Perhaps this is hypocritical of me. Just last week I put up a post here essentially criticizing the "stats based community" for not calling out Tyler Kepner, Zack Greinke, and Brian Bannister for their misuse and misunderstanding of advanced metrics in the wake of Greinke's Cy Young Award victory. Though perhaps I didn't make the point as clearly as I wanted, my issue wasn't so much with the misuse and misunderstanding as it was that everyone was so happy that Greinke both won and acknowledged FIP in the process, that they withheld the usual cantankerousness and I'm-smarter-than-you responses that normally follow such a slip up. Now, when the reaction is a bit truer to character, once again it's me who's complaining about the complaining, just as last week I complained about the lack of complaining.

That said, I still think this is really, really unnecessary. Yes, by any worthy metric Derek Jeter was more valuable than Mark Teixeira.

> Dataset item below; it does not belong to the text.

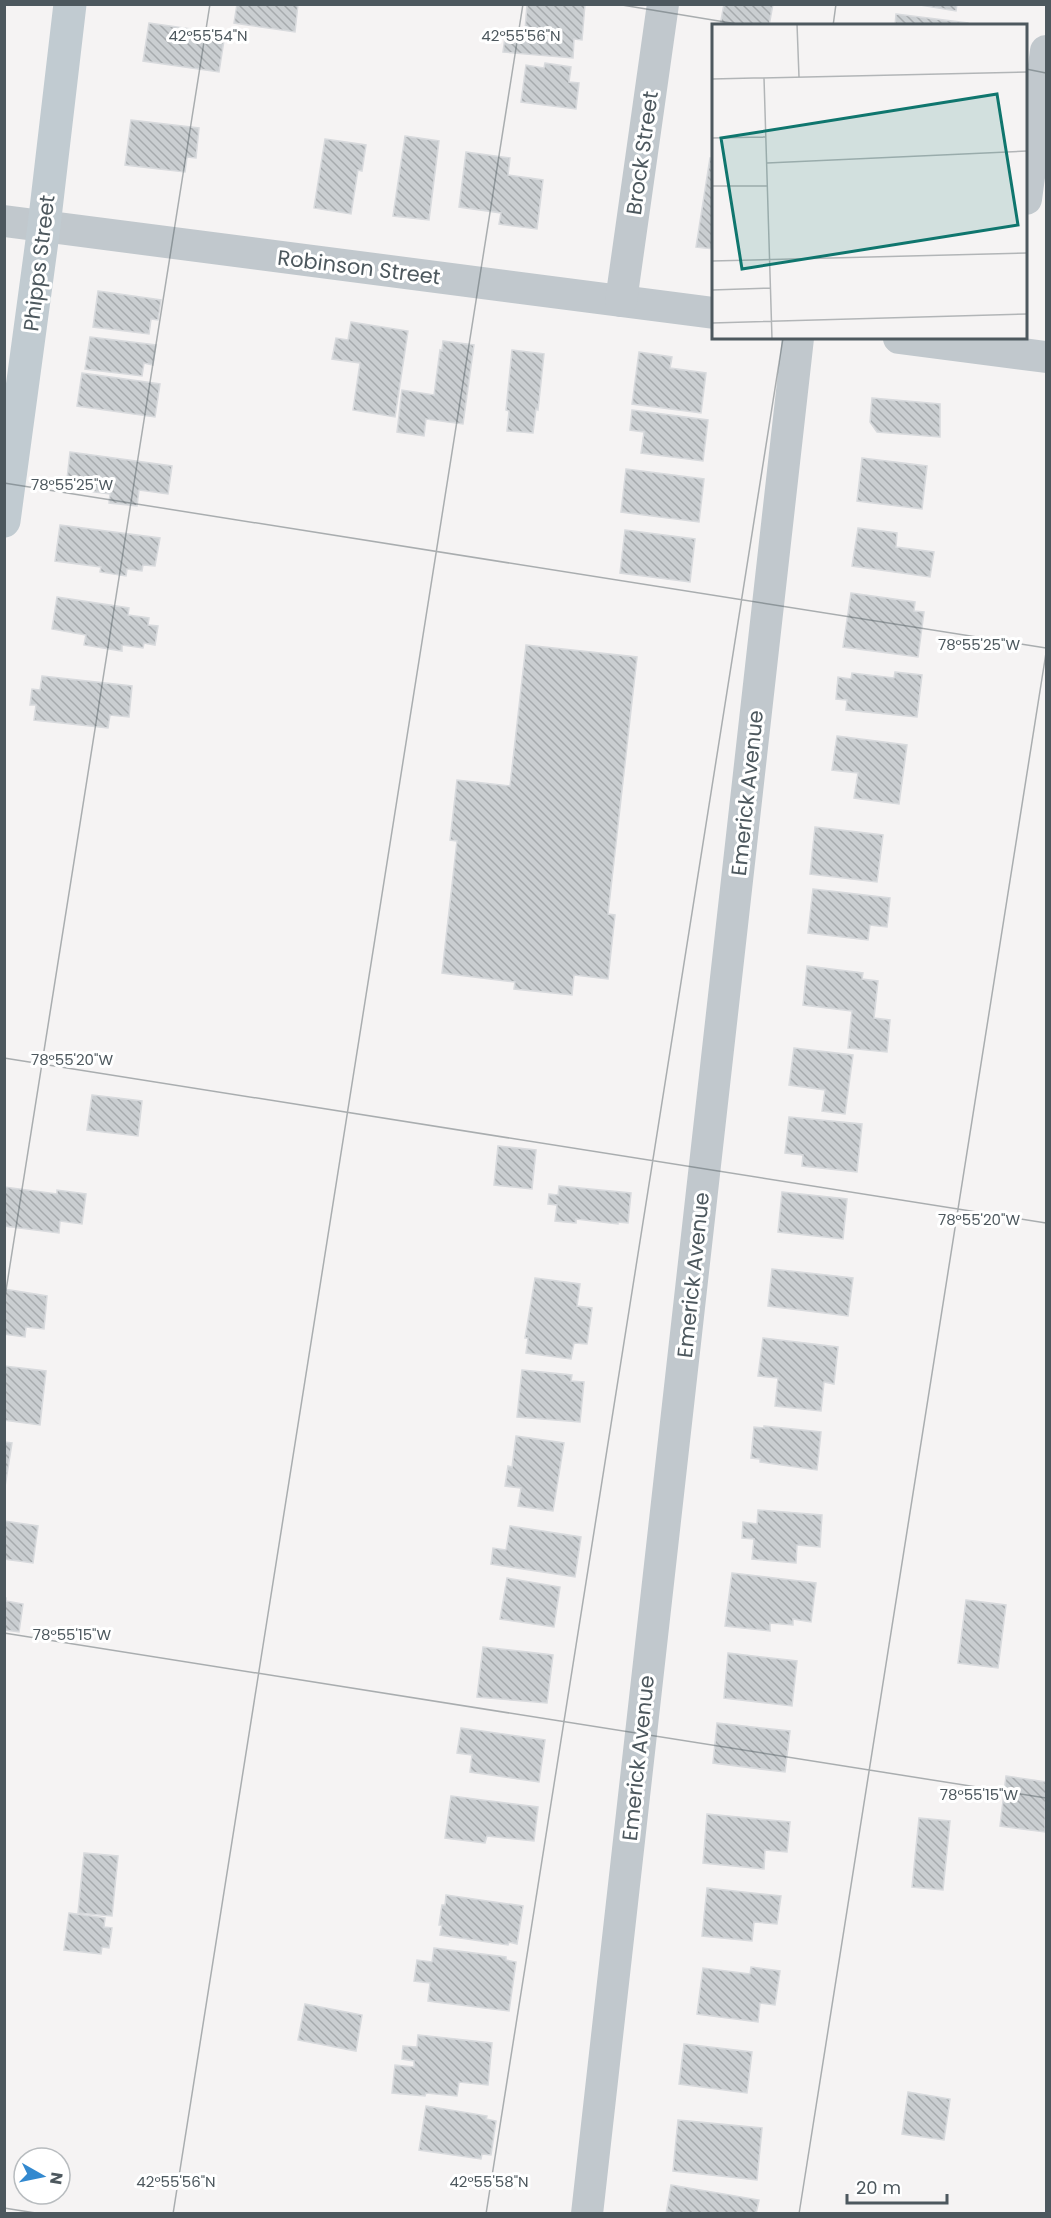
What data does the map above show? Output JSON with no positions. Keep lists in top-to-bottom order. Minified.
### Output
{"streets":{"main road":["Phipps Street"],"street":["Brock Street","Robinson Street","Emerick Avenue"]},"crossings":[["Brock Street","Robinson Street"],["Phipps Street","Robinson Street"]],"scale_bar":"20 m","north":"right","coordinates":["42°55'54\"N","42°55'56\"N","78°55'25\"W","78°55'20\"W","78°55'15\"W","42°55'58\"N"]}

Yes, Ben Zobrist probably finished much lower than he deserved. Yes, there were several players who received individual votes that were higher than they deserved or not deserved at all. Yes, I'm surprised/disappointed that Jason Bartlett didn't receive a single vote. Yes, a first place vote for Miguel Cabrera is so patently stupid that it's probably a waste of energy to even explain why.

But still, do we really need to break down all the grave injustices that happened behind Joe Mauer's cavernous margin of victory? Should we even care what happened beyond Mauer taking the hardware? Isn't the whole point to get the winner right, not whoever comes after him? Don't we often preach about sample size, and isn't the point of casting 28 ballots with 10 slots each for a pool of over 400 players that the "most valuable" player will rise to the top? Sure there will be some oddball votes in there, but the right guy won, and he came within one vote and five points of doing so unanimously. Does any of the rest matter?

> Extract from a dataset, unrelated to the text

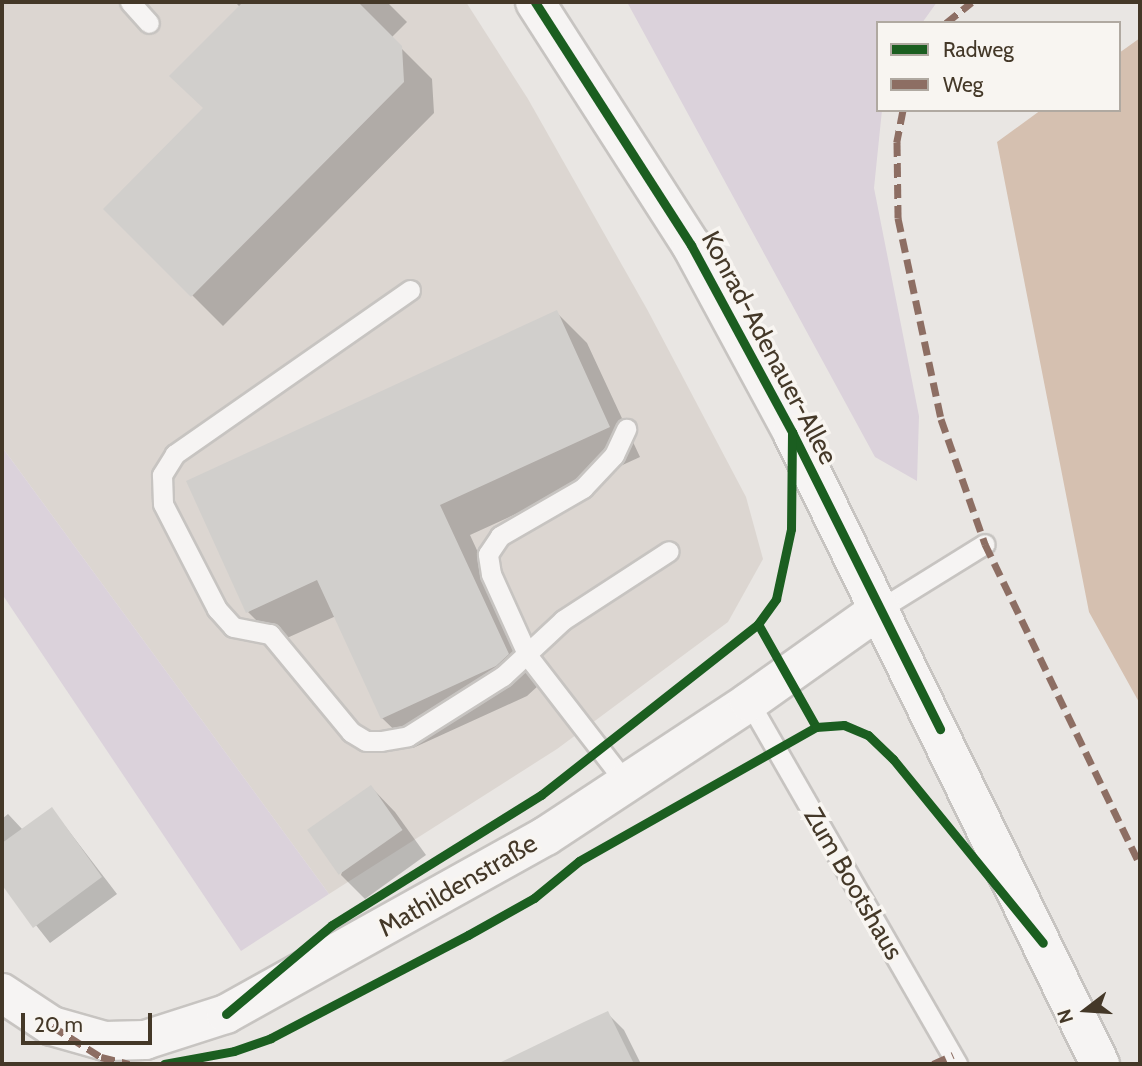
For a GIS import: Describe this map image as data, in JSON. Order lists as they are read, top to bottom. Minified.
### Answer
{"streets":{"street":["Konrad-Adenauer-Allee","Mathildenstraße"],"lane":["Zum Bootshaus"]},"crossings":[["Konrad-Adenauer-Allee","Mathildenstraße"],["Zum Bootshaus","Mathildenstraße"]],"legend":["Radweg","Weg"],"scale_bar":"20 m","north":"left"}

Please don't take for me anti-statistic. If you read here with any degree of regularity during the season you know that I often sigthed OPS+, wOBA, UZR, WAR, FIP, etc. That isn't the point. The point is how much is enough? We've seen the deservedly-maligned BBWAA get all four major awards "right", and three of the votes weren't particularly close. In doing so they've eschewed traditional biases that would have favored less deserving candidates in years past. Shouldn't this be enough to keep us content for now? Remember, this round of off-season awards represents the Battle of Saratoga, not the Treaty of Paris.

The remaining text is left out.